From the data below, repeat exactly the lines from the line with "flex:1; height:80px; border-radius:42px;" to the line with "M812 93 857 97 855 132 809 127Z", both included.

DATA PROVIDED —

******

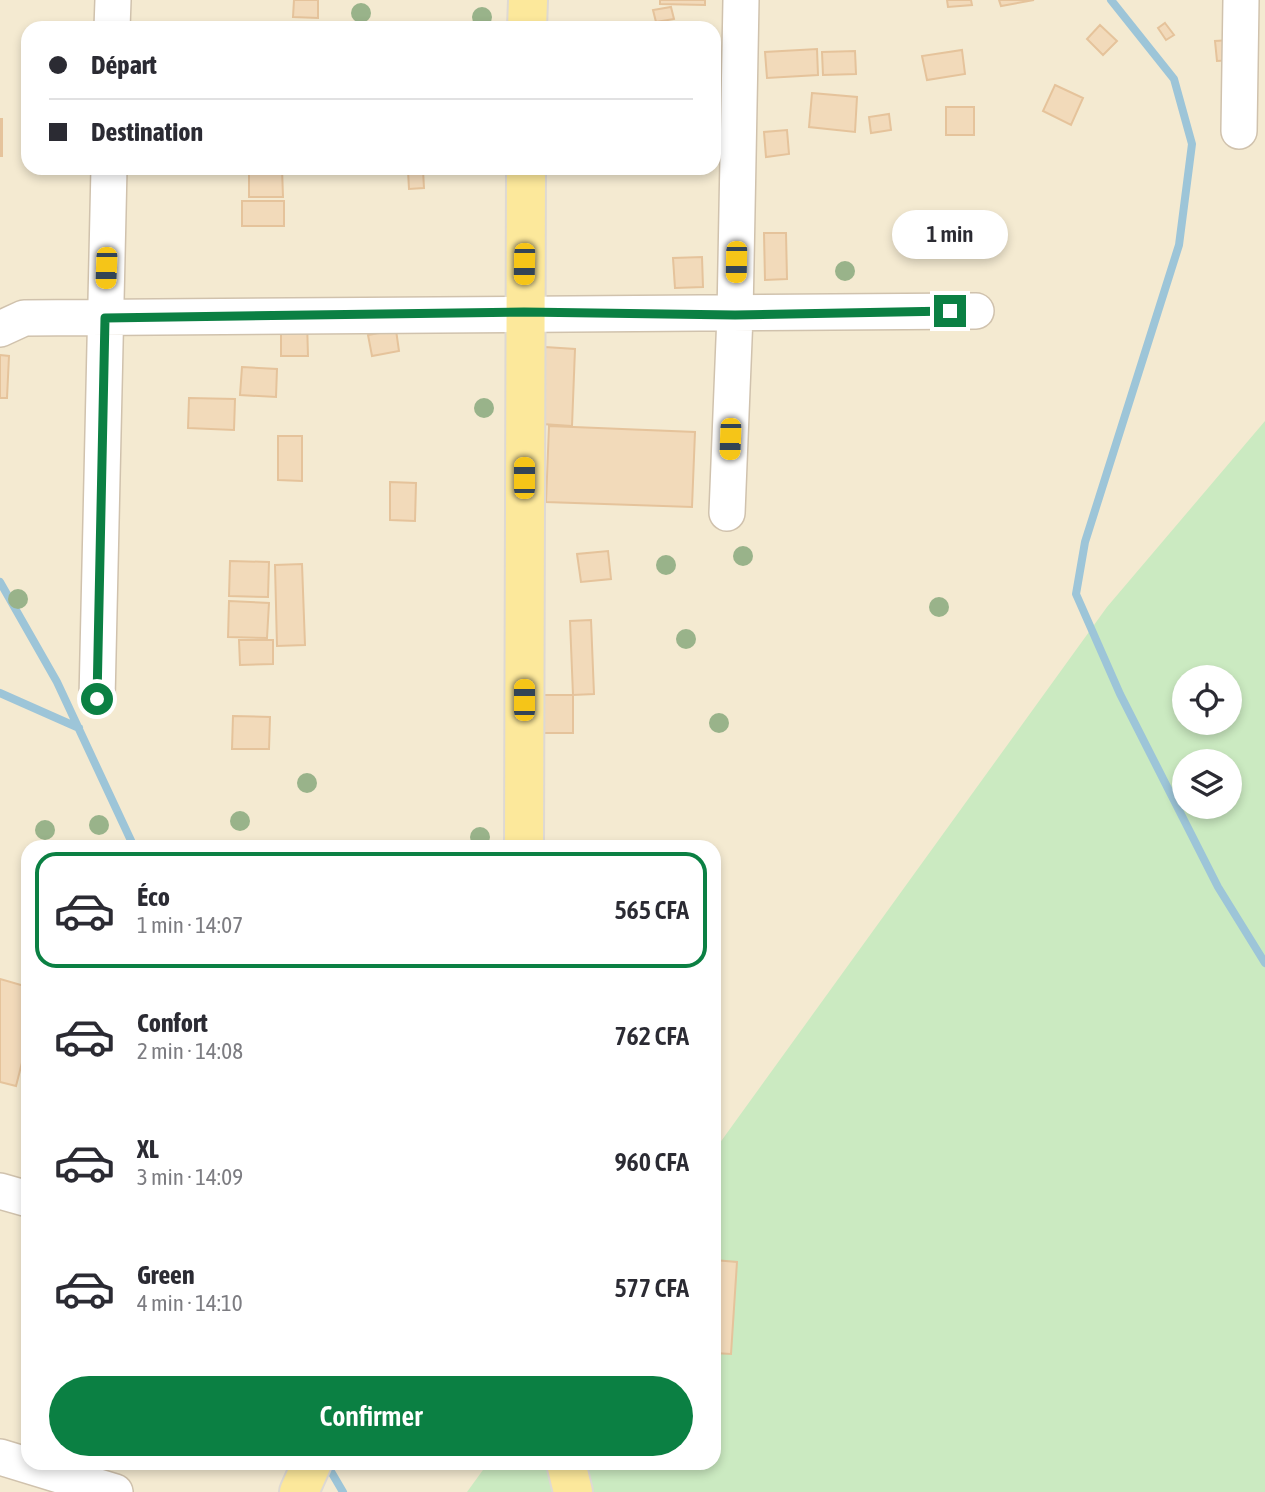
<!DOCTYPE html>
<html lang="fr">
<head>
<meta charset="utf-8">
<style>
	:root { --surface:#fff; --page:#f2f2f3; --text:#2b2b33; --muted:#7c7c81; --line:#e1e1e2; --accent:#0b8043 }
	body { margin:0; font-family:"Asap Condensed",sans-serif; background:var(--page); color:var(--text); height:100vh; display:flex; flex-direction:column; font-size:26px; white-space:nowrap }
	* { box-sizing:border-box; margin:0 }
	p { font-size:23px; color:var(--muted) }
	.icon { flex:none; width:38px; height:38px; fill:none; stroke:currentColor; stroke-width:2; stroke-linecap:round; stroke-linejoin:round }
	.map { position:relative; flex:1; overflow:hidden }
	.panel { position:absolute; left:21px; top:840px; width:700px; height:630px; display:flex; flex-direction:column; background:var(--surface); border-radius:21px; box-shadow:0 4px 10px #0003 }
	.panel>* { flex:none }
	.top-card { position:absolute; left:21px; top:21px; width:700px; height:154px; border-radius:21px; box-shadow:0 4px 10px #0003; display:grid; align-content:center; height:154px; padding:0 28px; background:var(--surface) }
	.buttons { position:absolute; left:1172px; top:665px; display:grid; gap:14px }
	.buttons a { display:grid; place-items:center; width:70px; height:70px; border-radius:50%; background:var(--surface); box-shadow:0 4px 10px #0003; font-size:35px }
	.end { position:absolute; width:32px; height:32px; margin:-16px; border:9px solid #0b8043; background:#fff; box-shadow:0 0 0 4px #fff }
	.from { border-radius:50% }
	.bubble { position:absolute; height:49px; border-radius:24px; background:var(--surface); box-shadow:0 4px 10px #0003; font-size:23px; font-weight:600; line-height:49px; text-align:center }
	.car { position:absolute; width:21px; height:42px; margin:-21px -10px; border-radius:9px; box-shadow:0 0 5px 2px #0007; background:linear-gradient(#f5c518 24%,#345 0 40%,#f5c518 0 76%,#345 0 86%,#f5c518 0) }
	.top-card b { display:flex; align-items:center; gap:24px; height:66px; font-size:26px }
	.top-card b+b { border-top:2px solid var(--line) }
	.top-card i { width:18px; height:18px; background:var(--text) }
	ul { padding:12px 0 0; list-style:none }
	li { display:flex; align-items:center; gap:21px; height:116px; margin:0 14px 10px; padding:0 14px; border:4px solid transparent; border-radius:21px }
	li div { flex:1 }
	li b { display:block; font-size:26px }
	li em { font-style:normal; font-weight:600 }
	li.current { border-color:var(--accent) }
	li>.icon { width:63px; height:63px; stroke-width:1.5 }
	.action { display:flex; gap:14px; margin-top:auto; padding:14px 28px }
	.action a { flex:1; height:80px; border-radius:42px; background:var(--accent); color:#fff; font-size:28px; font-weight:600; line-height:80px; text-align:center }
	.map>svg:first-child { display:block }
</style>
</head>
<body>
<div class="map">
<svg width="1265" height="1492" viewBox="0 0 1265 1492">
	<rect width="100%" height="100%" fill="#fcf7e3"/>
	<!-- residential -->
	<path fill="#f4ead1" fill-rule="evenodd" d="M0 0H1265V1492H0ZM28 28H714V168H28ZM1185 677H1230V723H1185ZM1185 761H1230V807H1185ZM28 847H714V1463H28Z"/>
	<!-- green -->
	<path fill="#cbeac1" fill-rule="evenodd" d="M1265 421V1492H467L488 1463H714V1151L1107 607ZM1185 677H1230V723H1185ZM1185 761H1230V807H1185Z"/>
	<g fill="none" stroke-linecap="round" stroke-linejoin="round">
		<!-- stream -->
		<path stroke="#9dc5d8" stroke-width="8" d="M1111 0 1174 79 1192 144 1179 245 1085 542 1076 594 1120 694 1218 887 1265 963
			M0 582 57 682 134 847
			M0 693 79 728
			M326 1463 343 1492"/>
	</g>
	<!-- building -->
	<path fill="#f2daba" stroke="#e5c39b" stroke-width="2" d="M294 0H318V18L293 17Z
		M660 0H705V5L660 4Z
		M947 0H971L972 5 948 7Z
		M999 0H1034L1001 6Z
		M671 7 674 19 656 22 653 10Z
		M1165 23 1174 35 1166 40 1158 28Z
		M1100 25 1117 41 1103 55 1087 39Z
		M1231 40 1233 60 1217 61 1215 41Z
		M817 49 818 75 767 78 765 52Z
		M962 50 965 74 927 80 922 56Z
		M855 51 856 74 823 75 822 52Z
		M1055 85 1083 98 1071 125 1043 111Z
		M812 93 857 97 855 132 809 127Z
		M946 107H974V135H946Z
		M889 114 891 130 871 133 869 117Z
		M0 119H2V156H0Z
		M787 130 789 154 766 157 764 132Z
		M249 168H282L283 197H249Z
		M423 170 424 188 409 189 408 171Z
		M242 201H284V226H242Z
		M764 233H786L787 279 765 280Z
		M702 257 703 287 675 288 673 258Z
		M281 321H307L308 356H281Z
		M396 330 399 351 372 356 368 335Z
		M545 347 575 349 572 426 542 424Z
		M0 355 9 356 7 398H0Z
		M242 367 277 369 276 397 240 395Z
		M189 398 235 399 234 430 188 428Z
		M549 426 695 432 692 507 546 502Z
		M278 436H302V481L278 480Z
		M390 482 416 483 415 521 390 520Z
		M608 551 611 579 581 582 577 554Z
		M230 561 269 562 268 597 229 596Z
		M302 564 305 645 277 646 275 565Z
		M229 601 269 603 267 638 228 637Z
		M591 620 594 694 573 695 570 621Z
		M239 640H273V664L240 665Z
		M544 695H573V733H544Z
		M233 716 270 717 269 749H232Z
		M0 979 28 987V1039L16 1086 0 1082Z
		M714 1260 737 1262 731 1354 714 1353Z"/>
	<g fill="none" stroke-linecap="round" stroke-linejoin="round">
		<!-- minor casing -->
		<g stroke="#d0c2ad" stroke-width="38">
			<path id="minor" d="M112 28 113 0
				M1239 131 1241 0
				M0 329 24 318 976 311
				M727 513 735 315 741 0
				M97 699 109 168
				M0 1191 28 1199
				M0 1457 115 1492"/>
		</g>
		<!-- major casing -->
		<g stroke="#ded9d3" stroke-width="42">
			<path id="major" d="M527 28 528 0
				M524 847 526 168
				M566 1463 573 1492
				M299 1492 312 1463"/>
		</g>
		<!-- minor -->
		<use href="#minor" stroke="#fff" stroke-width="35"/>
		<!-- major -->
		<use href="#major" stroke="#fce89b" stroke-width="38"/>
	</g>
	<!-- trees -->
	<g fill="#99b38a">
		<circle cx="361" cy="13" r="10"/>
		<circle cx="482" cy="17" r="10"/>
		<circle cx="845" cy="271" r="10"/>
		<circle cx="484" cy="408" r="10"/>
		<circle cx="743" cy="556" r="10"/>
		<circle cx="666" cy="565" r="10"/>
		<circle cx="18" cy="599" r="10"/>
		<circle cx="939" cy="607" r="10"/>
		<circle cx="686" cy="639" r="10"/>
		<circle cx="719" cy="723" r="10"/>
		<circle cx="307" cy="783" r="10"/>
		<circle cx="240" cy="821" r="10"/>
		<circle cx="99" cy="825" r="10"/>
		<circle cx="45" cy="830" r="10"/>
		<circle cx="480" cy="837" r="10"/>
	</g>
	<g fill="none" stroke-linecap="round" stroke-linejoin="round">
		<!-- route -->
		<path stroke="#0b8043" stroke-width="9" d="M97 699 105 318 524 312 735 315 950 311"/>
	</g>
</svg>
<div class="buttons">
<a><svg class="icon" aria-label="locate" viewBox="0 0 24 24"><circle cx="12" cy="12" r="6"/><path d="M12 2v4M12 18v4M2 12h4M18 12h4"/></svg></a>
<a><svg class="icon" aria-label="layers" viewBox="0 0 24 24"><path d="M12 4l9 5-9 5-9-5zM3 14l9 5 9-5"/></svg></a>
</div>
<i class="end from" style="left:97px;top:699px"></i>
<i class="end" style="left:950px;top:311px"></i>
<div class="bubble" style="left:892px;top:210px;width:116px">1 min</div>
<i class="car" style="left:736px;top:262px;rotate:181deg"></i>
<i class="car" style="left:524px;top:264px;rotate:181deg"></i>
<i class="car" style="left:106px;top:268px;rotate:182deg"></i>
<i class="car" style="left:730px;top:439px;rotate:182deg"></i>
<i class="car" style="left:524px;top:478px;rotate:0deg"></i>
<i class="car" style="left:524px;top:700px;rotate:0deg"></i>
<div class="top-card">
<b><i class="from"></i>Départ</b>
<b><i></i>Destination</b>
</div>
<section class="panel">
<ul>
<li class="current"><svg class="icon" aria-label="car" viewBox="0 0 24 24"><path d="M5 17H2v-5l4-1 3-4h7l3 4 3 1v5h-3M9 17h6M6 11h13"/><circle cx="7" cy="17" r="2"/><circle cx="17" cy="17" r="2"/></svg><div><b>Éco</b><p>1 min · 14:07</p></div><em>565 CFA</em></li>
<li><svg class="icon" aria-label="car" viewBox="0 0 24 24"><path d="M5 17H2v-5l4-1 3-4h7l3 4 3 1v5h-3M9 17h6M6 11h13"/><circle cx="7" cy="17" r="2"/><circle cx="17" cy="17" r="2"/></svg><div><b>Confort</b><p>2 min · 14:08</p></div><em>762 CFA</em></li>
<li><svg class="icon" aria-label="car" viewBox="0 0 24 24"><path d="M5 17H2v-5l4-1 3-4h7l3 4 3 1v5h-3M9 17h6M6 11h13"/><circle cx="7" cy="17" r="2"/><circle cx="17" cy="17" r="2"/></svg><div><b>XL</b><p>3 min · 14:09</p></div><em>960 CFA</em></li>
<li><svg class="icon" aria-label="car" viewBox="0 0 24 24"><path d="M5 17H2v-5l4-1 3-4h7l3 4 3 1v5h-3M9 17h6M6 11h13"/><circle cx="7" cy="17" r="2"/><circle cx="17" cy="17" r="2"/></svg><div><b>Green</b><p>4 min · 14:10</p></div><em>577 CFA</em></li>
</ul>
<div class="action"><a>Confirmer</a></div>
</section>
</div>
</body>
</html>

******

YOUR RESPONSE —
	.action a { flex:1; height:80px; border-radius:42px; background:var(--accent); color:#fff; font-size:28px; font-weight:600; line-height:80px; text-align:center }
	.map>svg:first-child { display:block }
</style>
</head>
<body>
<div class="map">
<svg width="1265" height="1492" viewBox="0 0 1265 1492">
	<rect width="100%" height="100%" fill="#fcf7e3"/>
	<!-- residential -->
	<path fill="#f4ead1" fill-rule="evenodd" d="M0 0H1265V1492H0ZM28 28H714V168H28ZM1185 677H1230V723H1185ZM1185 761H1230V807H1185ZM28 847H714V1463H28Z"/>
	<!-- green -->
	<path fill="#cbeac1" fill-rule="evenodd" d="M1265 421V1492H467L488 1463H714V1151L1107 607ZM1185 677H1230V723H1185ZM1185 761H1230V807H1185Z"/>
	<g fill="none" stroke-linecap="round" stroke-linejoin="round">
		<!-- stream -->
		<path stroke="#9dc5d8" stroke-width="8" d="M1111 0 1174 79 1192 144 1179 245 1085 542 1076 594 1120 694 1218 887 1265 963
			M0 582 57 682 134 847
			M0 693 79 728
			M326 1463 343 1492"/>
	</g>
	<!-- building -->
	<path fill="#f2daba" stroke="#e5c39b" stroke-width="2" d="M294 0H318V18L293 17Z
		M660 0H705V5L660 4Z
		M947 0H971L972 5 948 7Z
		M999 0H1034L1001 6Z
		M671 7 674 19 656 22 653 10Z
		M1165 23 1174 35 1166 40 1158 28Z
		M1100 25 1117 41 1103 55 1087 39Z
		M1231 40 1233 60 1217 61 1215 41Z
		M817 49 818 75 767 78 765 52Z
		M962 50 965 74 927 80 922 56Z
		M855 51 856 74 823 75 822 52Z
		M1055 85 1083 98 1071 125 1043 111Z
		M812 93 857 97 855 132 809 127Z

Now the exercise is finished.